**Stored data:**
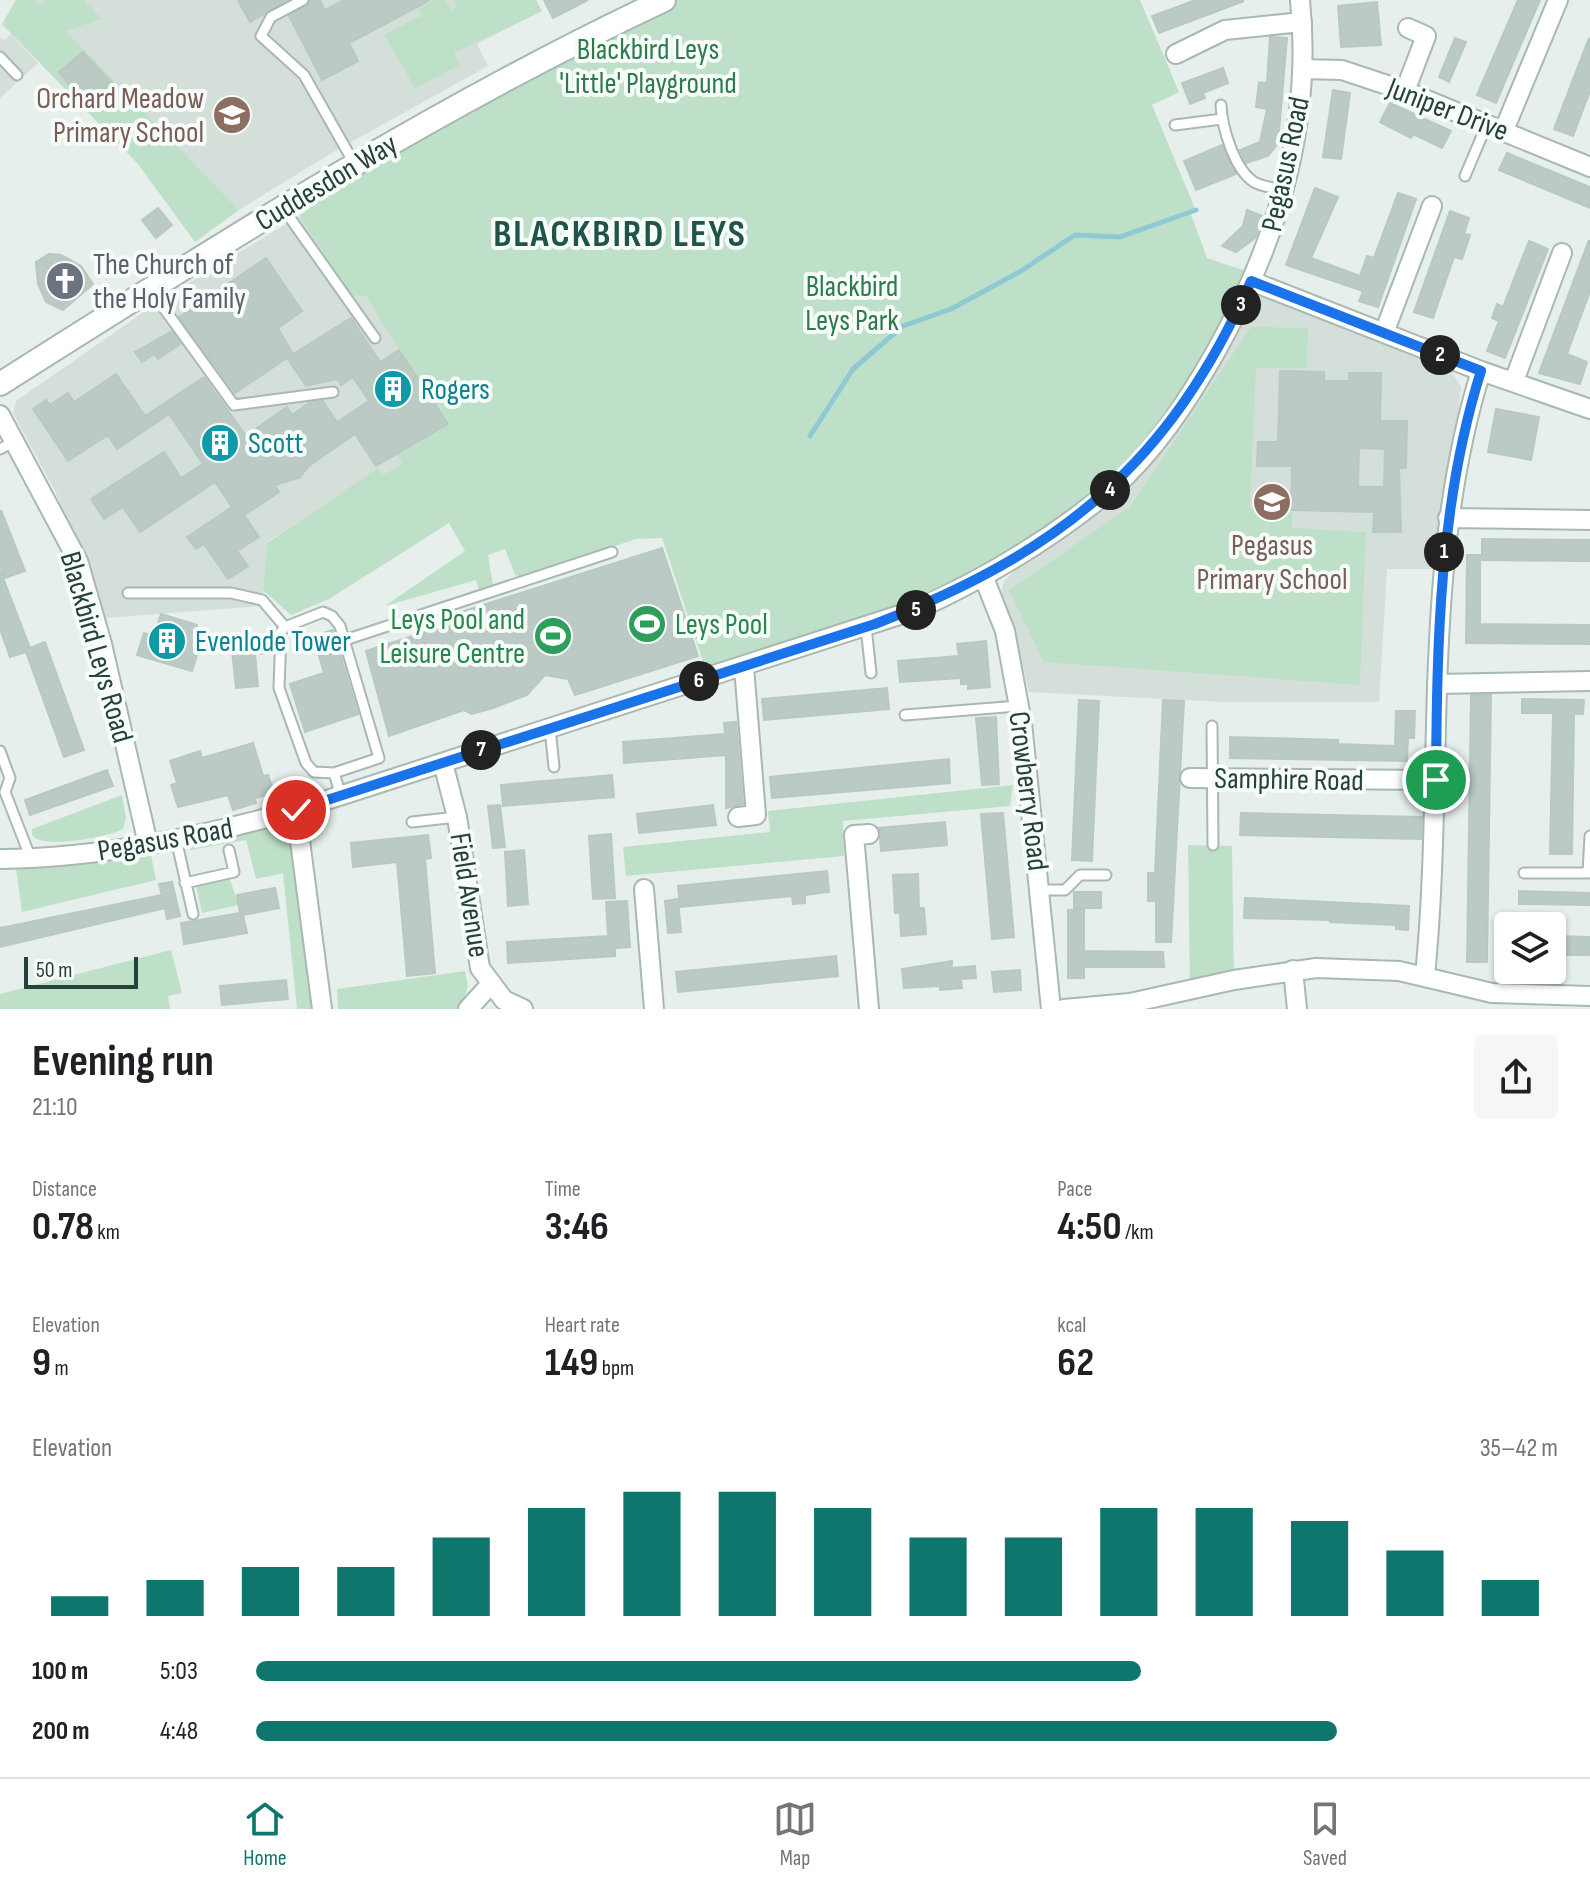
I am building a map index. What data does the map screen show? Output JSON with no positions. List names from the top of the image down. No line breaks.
{"streets":{"street":["Juniper Drive","Pegasus Road","Cuddesdon Way","Blackbird Leys Road","Samphire Road","Crowberry Road","Field Avenue"]},"crossings":[["Juniper Drive","Pegasus Road"],["Pegasus Road","Blackbird Leys Road"],["Pegasus Road","Crowberry Road"],["Pegasus Road","Field Avenue"]],"districts":["BLACKBIRD LEYS"],"parks":["Blackbird Leys 'Little' Playground","Blackbird Leys Park"],"places":{"school or university":["Orchard Meadow Primary School","Pegasus Primary School"],"church":["The Church of the Holy Family"],"building":["Rogers","Scott","Evenlode Tower"],"sports":["Leys Pool","Leys Pool and Leisure Centre"]},"scale_bar":"50 m","page":{"pins":["3","2","4","1","5","6","7"],"scale":"50 m","heading":["Evening run","21:10"],"stats":[["Distance","0.78 km"],["Time","3:46"],["Pace","4:50 /km"],["Elevation","9 m"],["Heart rate","149 bpm"],["kcal","62"]],"chart":["Elevation","35–42 m"],"list":[{"name":"100 m","note":"5:03"},{"name":"200 m","note":"4:48"}],"tabs":["Home","Map","Saved"]}}
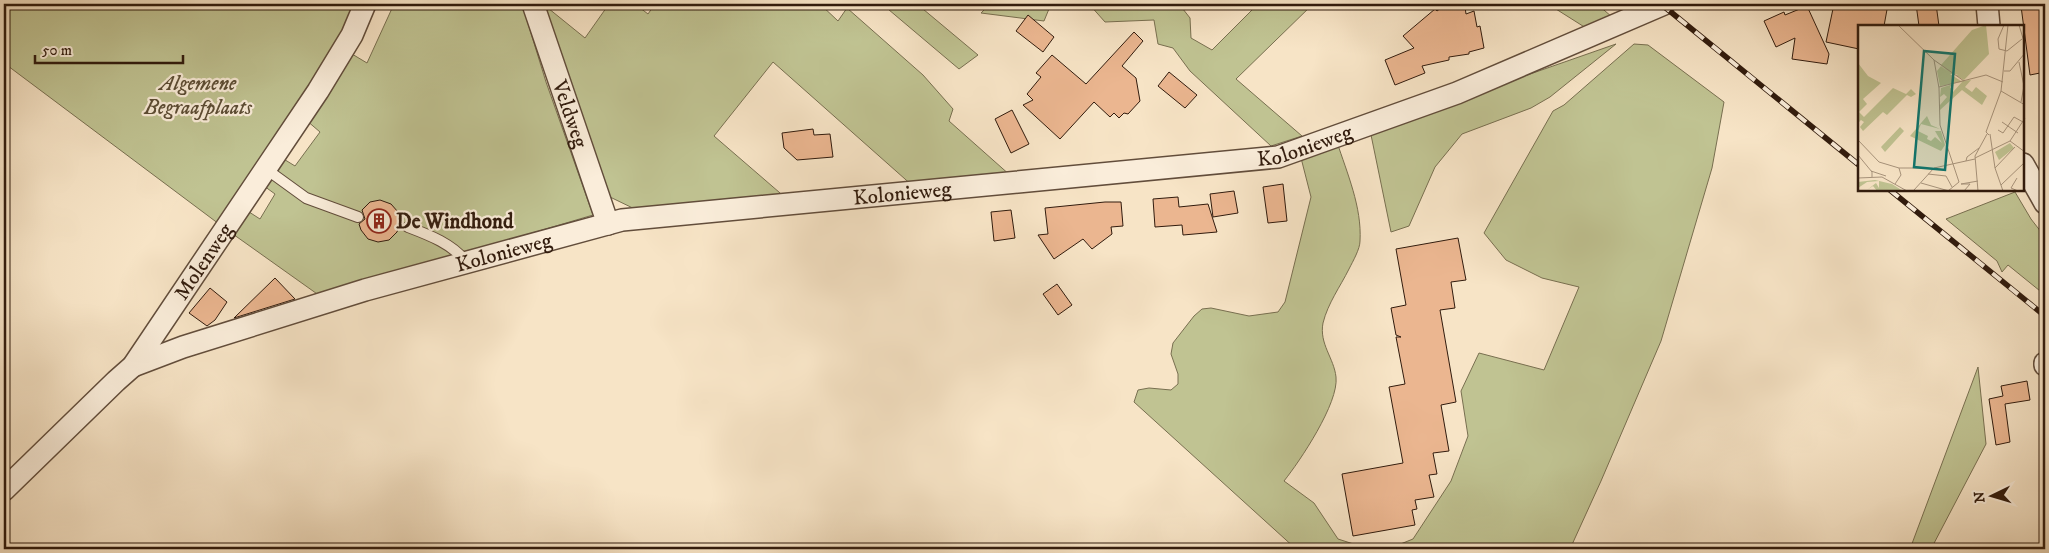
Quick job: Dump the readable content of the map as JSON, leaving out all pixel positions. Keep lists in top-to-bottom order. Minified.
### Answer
{"streets":{"street":["Veldweg","Kolonieweg","Molenweg"]},"crossings":[["Veldweg","Kolonieweg"],["Kolonieweg","Molenweg"]],"parks":["Algemene Begraafplaats"],"places":{"building":["De Windhond"]},"scale_bar":"50 m","north":"left"}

**WORK INSTRUCTION:** Give back every entry word for word, and drop the pictures as you go.

**EXERCISE OUTPUT:**
I am building a map index. What data does the map screen show? Output JSON with no positions. List names from the top of the image down. No line breaks.
{"streets":{"street":["Juniper Drive","Pegasus Road","Cuddesdon Way","Blackbird Leys Road","Samphire Road","Crowberry Road","Field Avenue"]},"crossings":[["Juniper Drive","Pegasus Road"],["Pegasus Road","Blackbird Leys Road"],["Pegasus Road","Crowberry Road"],["Pegasus Road","Field Avenue"]],"districts":["BLACKBIRD LEYS"],"parks":["Blackbird Leys 'Little' Playground","Blackbird Leys Park"],"places":{"school or university":["Orchard Meadow Primary School","Pegasus Primary School"],"church":["The Church of the Holy Family"],"building":["Rogers","Scott","Evenlode Tower"],"sports":["Leys Pool","Leys Pool and Leisure Centre"]},"scale_bar":"50 m","page":{"pins":["3","2","4","1","5","6","7"],"scale":"50 m","heading":["Evening run","21:10"],"stats":[["Distance","0.78 km"],["Time","3:46"],["Pace","4:50 /km"],["Elevation","9 m"],["Heart rate","149 bpm"],["kcal","62"]],"chart":["Elevation","35–42 m"],"list":[{"name":"100 m","note":"5:03"},{"name":"200 m","note":"4:48"}],"tabs":["Home","Map","Saved"]}}
Quick job: Dump the readable content of the map as JSON, leaving out all pixel positions. Keep lists in top-to-bottom order. Minified.
### Answer
{"streets":{"street":["Veldweg","Kolonieweg","Molenweg"]},"crossings":[["Veldweg","Kolonieweg"],["Kolonieweg","Molenweg"]],"parks":["Algemene Begraafplaats"],"places":{"building":["De Windhond"]},"scale_bar":"50 m","north":"left"}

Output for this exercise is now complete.